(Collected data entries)
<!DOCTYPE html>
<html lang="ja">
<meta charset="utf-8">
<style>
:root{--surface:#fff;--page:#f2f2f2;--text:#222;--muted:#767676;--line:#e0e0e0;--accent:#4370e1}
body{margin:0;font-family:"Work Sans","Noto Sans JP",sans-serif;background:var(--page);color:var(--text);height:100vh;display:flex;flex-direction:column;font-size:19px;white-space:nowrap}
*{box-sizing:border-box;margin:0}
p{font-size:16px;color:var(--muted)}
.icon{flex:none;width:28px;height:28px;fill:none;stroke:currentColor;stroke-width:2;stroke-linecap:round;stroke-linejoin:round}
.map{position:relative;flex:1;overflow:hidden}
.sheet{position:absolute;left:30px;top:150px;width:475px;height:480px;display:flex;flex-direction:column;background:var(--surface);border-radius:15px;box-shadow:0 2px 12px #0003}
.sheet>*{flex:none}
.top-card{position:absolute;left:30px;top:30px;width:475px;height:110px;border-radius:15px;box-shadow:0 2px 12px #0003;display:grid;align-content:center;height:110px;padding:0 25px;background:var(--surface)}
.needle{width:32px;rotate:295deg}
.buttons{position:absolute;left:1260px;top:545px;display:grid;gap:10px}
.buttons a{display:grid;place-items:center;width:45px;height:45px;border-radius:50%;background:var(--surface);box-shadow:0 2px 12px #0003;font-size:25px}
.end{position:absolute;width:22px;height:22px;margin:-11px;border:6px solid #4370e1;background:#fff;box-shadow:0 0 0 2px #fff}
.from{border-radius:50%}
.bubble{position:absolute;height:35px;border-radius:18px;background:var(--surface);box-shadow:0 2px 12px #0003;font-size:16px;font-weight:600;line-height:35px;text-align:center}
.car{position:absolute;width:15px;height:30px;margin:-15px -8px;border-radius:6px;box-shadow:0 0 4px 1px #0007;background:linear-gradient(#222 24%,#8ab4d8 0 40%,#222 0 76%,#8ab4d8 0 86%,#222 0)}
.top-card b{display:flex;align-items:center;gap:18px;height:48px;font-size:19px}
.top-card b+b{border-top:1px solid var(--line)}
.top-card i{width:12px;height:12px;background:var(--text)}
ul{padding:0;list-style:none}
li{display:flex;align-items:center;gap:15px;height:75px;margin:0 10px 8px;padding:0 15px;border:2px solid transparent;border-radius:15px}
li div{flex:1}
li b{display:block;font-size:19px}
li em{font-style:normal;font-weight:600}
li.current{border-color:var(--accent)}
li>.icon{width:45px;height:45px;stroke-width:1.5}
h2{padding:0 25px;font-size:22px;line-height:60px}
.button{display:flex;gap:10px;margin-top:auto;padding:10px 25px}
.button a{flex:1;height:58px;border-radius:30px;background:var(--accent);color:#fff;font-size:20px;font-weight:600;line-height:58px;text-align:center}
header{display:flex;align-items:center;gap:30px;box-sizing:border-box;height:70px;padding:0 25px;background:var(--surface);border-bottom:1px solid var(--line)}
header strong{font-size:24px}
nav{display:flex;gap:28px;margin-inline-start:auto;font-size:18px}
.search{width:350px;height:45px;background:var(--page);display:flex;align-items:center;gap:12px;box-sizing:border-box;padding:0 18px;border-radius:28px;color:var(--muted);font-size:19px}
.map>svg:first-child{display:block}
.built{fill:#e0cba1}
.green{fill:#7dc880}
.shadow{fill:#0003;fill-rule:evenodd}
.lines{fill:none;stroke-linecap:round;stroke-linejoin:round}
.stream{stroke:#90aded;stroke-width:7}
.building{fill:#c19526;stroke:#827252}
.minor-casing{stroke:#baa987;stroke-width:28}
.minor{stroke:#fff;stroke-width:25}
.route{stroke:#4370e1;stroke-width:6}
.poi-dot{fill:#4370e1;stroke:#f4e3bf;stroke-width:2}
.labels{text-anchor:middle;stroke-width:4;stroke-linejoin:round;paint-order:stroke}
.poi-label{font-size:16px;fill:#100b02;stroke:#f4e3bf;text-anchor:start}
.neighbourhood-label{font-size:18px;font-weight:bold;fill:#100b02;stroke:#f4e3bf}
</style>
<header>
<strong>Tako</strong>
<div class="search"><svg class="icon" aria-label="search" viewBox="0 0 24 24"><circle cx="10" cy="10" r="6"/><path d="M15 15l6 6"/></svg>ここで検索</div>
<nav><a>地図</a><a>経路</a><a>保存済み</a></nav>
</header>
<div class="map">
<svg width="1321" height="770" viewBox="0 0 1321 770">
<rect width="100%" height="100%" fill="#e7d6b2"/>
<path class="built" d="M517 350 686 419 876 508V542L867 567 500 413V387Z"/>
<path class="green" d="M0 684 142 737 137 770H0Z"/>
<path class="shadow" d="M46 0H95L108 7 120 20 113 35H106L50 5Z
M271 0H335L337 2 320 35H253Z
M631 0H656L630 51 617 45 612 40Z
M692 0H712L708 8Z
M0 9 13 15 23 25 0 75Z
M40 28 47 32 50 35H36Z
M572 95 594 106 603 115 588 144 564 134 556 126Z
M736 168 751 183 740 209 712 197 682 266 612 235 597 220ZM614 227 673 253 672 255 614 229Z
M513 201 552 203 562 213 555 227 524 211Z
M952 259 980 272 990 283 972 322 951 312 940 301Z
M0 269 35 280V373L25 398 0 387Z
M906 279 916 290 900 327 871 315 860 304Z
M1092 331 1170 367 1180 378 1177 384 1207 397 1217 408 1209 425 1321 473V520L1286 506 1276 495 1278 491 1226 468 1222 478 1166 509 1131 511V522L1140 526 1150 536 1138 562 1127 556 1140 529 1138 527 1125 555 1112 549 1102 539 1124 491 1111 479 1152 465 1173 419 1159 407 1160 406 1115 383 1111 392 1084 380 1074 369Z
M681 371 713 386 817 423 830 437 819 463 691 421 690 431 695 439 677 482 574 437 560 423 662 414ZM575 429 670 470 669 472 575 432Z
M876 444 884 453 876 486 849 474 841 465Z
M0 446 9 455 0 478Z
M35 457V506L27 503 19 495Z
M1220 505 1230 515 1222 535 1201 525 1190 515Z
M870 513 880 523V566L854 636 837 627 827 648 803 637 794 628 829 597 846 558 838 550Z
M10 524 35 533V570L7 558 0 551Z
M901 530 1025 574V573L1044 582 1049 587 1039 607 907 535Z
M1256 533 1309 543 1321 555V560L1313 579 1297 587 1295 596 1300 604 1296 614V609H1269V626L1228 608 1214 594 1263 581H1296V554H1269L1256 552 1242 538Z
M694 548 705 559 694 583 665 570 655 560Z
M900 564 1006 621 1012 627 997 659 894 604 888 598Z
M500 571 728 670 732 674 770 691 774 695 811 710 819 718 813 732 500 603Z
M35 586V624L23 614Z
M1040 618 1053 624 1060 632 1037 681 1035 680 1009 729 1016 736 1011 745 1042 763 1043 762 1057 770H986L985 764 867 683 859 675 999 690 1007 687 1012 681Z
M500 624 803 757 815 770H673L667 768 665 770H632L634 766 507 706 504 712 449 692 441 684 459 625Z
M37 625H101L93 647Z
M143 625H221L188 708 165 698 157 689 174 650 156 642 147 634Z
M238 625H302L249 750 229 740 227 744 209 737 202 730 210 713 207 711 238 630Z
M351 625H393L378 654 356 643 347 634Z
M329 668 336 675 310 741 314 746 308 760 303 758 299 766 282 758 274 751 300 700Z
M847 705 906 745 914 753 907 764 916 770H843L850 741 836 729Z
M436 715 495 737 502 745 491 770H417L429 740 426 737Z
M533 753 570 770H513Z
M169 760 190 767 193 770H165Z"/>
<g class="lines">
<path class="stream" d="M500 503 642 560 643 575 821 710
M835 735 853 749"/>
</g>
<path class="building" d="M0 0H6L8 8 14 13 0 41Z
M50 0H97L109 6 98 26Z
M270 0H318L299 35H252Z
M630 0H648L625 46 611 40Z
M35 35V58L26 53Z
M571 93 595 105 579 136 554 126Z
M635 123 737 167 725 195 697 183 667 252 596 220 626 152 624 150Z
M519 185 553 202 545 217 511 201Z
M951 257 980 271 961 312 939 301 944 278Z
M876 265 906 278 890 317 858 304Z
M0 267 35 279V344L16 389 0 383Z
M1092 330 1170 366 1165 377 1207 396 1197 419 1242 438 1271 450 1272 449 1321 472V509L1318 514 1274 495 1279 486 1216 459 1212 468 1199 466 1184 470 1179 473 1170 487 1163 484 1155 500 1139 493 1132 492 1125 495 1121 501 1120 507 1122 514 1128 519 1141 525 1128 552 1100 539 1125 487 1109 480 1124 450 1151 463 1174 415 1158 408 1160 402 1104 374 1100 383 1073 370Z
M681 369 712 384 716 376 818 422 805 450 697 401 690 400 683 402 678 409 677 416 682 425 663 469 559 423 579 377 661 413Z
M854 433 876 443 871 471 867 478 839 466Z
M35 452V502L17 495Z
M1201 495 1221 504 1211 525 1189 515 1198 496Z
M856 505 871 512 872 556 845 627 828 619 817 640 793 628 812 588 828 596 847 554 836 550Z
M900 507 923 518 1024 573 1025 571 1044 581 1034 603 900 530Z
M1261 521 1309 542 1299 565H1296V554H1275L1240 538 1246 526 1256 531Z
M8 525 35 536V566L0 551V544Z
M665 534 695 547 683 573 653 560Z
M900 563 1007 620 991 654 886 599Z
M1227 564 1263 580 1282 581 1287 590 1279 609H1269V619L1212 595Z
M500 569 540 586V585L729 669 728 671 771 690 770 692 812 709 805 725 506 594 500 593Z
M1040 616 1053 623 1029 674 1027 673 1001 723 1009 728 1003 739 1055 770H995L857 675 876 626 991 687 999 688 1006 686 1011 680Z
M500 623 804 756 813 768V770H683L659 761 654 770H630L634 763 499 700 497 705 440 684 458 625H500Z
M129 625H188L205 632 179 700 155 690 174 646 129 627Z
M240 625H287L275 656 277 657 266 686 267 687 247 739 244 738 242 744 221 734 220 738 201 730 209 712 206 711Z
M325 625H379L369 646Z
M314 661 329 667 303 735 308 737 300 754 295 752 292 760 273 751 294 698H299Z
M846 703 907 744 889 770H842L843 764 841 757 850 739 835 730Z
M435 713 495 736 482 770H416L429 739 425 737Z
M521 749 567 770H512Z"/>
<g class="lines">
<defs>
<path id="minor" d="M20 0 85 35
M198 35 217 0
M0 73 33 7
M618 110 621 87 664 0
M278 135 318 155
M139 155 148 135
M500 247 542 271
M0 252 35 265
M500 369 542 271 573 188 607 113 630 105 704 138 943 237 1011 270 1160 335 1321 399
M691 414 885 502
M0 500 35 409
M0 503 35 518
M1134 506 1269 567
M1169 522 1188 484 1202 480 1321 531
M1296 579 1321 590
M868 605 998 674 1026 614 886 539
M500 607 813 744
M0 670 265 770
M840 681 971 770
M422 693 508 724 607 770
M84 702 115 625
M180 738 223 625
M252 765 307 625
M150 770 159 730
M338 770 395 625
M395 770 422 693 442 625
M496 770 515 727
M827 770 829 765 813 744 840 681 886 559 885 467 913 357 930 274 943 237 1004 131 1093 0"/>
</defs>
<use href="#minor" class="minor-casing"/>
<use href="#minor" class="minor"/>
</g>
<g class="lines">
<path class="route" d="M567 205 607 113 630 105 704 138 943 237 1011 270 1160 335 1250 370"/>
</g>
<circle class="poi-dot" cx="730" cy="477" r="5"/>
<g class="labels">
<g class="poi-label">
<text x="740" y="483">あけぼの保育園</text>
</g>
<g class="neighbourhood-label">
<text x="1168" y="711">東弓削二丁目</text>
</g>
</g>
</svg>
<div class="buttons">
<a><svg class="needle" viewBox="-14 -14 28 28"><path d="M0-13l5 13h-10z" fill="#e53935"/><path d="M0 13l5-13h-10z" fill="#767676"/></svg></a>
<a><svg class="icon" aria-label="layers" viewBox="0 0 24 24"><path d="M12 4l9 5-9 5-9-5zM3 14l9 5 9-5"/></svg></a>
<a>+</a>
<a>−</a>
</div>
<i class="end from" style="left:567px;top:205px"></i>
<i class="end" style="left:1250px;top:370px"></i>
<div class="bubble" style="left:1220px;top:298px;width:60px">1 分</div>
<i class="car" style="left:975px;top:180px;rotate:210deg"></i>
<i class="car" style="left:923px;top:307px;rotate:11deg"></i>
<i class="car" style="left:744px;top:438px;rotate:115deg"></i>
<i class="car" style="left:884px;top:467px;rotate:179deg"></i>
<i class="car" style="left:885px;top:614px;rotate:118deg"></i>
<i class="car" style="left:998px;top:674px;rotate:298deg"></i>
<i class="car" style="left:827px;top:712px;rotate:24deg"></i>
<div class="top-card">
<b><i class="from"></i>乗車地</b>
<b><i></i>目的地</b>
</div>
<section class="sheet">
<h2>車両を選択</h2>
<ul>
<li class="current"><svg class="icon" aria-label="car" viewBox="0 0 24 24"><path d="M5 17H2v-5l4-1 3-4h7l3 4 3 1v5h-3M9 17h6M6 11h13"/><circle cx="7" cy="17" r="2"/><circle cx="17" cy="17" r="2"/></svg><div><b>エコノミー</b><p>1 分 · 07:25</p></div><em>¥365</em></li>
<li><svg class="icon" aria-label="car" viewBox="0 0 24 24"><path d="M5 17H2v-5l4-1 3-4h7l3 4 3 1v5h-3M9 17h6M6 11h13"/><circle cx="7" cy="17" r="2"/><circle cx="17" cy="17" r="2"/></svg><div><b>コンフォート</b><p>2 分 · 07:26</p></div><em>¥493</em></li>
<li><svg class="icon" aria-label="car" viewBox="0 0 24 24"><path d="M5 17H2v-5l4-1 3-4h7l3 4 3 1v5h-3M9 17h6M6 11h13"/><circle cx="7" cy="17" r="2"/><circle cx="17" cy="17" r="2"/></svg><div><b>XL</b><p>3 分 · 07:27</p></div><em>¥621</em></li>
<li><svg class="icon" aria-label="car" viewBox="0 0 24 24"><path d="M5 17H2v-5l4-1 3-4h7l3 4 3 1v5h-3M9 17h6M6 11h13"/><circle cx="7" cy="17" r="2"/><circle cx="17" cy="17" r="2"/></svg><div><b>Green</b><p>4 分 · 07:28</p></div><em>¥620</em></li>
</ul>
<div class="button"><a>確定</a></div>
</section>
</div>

TASK STATEMENT - Provide the count, and nothing else, of lines in the data above where the word "strong" occurs.

TASK OUTPUT - 2